» **Stored items from a collection**:
════════════════
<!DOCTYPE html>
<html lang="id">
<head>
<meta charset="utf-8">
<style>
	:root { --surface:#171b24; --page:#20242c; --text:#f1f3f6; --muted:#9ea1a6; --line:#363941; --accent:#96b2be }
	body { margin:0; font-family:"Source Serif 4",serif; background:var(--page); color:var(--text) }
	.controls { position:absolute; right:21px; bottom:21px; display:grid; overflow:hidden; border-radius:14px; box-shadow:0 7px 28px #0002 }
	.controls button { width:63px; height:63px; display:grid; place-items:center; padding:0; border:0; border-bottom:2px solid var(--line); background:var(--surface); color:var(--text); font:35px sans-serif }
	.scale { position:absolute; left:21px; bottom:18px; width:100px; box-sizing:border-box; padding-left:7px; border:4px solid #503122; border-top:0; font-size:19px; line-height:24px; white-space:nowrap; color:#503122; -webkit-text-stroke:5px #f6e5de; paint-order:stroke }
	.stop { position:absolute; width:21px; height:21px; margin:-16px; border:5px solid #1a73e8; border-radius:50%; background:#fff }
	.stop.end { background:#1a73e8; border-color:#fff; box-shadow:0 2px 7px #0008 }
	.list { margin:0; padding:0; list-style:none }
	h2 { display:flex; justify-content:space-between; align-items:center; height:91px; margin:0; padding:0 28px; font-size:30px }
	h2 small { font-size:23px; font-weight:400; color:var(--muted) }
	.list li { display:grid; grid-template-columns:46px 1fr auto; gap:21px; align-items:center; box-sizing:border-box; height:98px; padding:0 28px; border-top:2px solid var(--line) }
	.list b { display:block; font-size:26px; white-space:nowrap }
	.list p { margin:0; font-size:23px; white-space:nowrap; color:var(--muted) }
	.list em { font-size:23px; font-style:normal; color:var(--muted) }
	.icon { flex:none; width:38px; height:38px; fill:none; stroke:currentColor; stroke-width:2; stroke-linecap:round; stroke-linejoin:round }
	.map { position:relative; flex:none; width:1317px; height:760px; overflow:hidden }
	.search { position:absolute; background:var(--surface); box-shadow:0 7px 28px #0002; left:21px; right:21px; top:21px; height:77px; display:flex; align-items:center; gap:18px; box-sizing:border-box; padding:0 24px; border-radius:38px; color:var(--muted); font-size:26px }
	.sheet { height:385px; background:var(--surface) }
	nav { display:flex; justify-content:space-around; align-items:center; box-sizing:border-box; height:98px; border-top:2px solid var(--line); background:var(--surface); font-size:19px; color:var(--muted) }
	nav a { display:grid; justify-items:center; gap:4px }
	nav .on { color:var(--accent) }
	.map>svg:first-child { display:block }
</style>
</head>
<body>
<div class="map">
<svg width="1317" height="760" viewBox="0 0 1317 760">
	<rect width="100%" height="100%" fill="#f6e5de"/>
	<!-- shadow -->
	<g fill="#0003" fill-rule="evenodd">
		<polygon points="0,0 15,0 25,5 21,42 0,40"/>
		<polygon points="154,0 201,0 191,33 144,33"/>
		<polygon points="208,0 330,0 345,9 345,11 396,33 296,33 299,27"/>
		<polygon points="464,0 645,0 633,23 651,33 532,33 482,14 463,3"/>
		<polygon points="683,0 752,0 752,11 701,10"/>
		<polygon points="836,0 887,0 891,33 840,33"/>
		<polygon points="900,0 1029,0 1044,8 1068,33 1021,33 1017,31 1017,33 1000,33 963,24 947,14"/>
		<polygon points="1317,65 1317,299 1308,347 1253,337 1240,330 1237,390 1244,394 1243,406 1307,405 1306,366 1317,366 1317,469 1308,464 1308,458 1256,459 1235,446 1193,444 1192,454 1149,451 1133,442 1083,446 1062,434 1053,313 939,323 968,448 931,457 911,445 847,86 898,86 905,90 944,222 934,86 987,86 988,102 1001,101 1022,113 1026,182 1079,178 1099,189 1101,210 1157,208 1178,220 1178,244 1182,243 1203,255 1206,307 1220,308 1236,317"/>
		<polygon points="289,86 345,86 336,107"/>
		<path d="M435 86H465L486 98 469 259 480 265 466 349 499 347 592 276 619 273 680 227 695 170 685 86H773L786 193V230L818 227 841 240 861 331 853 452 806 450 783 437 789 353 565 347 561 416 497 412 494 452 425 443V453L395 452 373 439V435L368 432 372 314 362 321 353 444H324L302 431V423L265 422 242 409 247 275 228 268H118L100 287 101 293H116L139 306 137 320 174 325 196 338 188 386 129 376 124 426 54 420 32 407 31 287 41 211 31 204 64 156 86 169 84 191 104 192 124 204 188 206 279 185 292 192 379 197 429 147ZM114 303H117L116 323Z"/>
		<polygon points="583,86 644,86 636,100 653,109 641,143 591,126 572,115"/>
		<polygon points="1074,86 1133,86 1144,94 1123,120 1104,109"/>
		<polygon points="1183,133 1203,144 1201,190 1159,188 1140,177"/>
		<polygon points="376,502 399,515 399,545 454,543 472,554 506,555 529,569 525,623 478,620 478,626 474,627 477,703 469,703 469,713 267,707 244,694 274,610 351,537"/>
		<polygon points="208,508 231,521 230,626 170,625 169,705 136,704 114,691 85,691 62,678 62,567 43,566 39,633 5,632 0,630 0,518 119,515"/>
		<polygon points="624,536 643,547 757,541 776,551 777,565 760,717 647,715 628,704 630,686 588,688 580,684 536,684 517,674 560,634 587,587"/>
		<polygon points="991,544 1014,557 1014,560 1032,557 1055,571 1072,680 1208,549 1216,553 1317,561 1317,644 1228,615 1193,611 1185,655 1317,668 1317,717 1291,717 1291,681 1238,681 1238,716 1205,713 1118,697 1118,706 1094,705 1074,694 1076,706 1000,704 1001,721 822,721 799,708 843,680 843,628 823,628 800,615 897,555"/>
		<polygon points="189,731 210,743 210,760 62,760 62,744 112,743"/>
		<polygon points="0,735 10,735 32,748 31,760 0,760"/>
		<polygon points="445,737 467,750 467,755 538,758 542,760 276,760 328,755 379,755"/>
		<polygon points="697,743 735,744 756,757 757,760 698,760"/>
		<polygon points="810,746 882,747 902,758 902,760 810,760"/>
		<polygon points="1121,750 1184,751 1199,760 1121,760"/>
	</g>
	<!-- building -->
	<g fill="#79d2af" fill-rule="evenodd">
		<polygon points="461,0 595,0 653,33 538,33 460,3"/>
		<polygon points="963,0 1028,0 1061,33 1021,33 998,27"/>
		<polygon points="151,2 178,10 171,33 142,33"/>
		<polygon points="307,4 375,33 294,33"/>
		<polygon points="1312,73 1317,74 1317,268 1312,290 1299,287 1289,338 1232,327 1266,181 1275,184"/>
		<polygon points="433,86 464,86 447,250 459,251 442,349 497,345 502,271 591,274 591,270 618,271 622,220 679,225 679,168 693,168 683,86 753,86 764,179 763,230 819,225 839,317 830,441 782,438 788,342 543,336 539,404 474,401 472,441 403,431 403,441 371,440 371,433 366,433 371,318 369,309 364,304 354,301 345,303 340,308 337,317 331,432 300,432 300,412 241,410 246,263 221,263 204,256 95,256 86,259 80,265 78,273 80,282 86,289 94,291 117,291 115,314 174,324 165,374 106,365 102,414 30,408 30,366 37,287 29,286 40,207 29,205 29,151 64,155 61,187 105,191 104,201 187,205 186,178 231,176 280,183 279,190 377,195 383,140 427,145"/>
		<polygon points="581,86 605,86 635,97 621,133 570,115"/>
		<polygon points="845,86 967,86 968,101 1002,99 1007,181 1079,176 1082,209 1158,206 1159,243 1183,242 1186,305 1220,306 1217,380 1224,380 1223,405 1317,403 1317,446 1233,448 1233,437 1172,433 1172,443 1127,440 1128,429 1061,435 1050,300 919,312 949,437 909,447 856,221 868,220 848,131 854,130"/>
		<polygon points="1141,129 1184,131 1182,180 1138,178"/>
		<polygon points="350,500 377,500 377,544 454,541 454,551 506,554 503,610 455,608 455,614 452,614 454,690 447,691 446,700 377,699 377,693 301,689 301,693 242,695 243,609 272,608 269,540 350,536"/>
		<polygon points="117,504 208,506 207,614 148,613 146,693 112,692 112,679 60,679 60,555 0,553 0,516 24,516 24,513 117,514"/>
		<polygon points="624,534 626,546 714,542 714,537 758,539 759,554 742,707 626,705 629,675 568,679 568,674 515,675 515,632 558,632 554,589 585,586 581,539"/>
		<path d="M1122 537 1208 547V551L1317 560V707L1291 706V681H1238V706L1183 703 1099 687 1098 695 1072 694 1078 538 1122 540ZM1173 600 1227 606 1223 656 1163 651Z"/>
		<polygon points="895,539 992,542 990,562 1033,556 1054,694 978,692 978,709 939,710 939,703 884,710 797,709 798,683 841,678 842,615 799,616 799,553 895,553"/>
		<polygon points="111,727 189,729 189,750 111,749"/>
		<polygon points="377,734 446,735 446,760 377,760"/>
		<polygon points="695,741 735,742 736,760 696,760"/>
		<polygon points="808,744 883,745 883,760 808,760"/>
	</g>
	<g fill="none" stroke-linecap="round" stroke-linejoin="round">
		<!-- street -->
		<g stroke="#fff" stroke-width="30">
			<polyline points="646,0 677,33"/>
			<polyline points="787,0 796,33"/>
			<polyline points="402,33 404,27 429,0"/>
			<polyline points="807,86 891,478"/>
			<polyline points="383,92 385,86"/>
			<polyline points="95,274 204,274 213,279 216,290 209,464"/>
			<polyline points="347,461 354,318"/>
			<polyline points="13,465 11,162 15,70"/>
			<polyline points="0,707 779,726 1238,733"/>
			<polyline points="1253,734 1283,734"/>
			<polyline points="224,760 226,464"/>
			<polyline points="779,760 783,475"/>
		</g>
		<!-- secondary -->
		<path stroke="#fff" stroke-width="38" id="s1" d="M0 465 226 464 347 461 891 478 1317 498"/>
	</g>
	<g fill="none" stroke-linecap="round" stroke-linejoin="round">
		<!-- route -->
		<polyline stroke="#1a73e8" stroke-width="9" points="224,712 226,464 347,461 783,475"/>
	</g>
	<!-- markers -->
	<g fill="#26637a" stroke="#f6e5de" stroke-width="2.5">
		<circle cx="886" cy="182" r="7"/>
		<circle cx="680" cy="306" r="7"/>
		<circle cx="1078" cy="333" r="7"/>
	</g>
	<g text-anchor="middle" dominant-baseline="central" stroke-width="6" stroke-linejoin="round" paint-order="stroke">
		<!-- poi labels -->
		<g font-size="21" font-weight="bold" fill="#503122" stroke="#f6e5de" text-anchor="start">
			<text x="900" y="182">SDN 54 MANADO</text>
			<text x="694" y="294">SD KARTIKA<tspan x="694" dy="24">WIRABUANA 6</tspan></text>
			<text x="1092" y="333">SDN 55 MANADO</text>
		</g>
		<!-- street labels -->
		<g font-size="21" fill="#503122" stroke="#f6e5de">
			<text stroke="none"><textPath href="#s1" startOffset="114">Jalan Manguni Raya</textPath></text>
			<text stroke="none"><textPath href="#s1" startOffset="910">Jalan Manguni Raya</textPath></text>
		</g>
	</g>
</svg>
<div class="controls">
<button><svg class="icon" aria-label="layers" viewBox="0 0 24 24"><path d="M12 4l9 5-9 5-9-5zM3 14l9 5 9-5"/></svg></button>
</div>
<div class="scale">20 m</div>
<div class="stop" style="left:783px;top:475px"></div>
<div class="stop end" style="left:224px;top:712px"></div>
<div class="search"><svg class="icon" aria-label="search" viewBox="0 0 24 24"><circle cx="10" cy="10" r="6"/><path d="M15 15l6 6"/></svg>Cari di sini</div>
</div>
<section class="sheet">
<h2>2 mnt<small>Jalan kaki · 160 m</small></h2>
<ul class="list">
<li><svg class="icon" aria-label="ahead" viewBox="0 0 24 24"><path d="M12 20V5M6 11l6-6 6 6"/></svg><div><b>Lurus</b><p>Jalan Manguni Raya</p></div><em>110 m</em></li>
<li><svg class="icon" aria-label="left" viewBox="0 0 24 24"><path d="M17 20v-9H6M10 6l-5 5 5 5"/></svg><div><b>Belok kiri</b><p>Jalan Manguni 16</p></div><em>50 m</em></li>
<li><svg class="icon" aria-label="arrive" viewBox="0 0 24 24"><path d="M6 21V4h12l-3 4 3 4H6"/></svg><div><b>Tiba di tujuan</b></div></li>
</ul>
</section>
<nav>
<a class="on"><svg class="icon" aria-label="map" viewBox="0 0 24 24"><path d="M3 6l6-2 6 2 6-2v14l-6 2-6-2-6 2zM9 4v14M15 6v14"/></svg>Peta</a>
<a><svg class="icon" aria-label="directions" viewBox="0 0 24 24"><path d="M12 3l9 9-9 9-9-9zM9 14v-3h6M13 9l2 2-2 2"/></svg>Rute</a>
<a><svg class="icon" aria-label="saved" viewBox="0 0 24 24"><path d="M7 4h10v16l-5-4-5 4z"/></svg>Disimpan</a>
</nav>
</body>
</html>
════════════════
» **EXERCISE**:
Report back every line of the entries in which "linejoin" occurs.

» **TASK ANSWER**:
	.icon { flex:none; width:38px; height:38px; fill:none; stroke:currentColor; stroke-width:2; stroke-linecap:round; stroke-linejoin:round }
	<g fill="none" stroke-linecap="round" stroke-linejoin="round">
	<g fill="none" stroke-linecap="round" stroke-linejoin="round">
	<g text-anchor="middle" dominant-baseline="central" stroke-width="6" stroke-linejoin="round" paint-order="stroke">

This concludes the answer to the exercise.